Exercise: Every line containing "الصرفة" should be identified and copied from the data below.

Saved data entries:
======

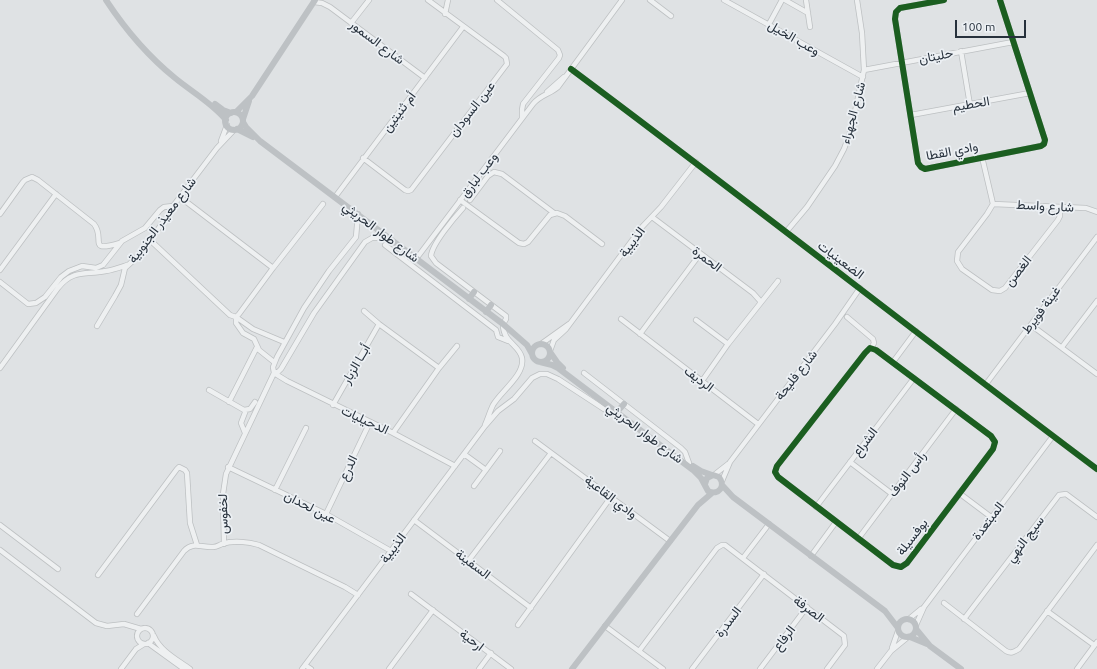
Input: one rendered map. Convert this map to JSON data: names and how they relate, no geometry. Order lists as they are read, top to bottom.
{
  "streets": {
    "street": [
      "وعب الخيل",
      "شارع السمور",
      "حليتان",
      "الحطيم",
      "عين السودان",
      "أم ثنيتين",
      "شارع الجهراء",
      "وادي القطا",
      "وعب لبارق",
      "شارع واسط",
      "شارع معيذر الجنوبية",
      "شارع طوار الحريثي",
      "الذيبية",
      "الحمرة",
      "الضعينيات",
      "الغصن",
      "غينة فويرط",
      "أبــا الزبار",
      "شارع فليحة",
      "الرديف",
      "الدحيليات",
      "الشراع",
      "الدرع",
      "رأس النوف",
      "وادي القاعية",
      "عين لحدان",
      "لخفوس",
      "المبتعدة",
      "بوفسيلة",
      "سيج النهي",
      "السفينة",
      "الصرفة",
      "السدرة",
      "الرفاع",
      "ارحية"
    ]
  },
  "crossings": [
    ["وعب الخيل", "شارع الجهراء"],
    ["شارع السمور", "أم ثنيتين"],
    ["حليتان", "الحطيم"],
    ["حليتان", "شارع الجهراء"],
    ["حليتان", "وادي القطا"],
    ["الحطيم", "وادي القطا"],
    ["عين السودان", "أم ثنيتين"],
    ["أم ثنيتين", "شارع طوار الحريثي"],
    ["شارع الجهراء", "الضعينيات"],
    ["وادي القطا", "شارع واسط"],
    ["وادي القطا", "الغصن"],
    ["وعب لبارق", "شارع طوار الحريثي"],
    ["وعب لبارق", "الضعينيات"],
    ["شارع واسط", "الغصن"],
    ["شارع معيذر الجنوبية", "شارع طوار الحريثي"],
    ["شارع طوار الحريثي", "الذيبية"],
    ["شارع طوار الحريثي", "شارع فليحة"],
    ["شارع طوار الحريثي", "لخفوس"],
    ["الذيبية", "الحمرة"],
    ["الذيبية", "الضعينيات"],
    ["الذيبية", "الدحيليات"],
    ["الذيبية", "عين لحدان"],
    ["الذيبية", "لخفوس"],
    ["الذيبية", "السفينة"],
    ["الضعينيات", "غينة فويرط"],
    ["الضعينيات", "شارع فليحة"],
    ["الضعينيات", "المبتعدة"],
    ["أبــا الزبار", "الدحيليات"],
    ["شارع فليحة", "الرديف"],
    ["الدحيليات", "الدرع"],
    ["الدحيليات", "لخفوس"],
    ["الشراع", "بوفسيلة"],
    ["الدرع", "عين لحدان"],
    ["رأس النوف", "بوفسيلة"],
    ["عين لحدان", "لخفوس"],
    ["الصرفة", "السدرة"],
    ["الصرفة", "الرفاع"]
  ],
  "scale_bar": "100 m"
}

======

Output for this exercise:
      "الصرفة",
    ["الصرفة", "السدرة"],
    ["الصرفة", "الرفاع"]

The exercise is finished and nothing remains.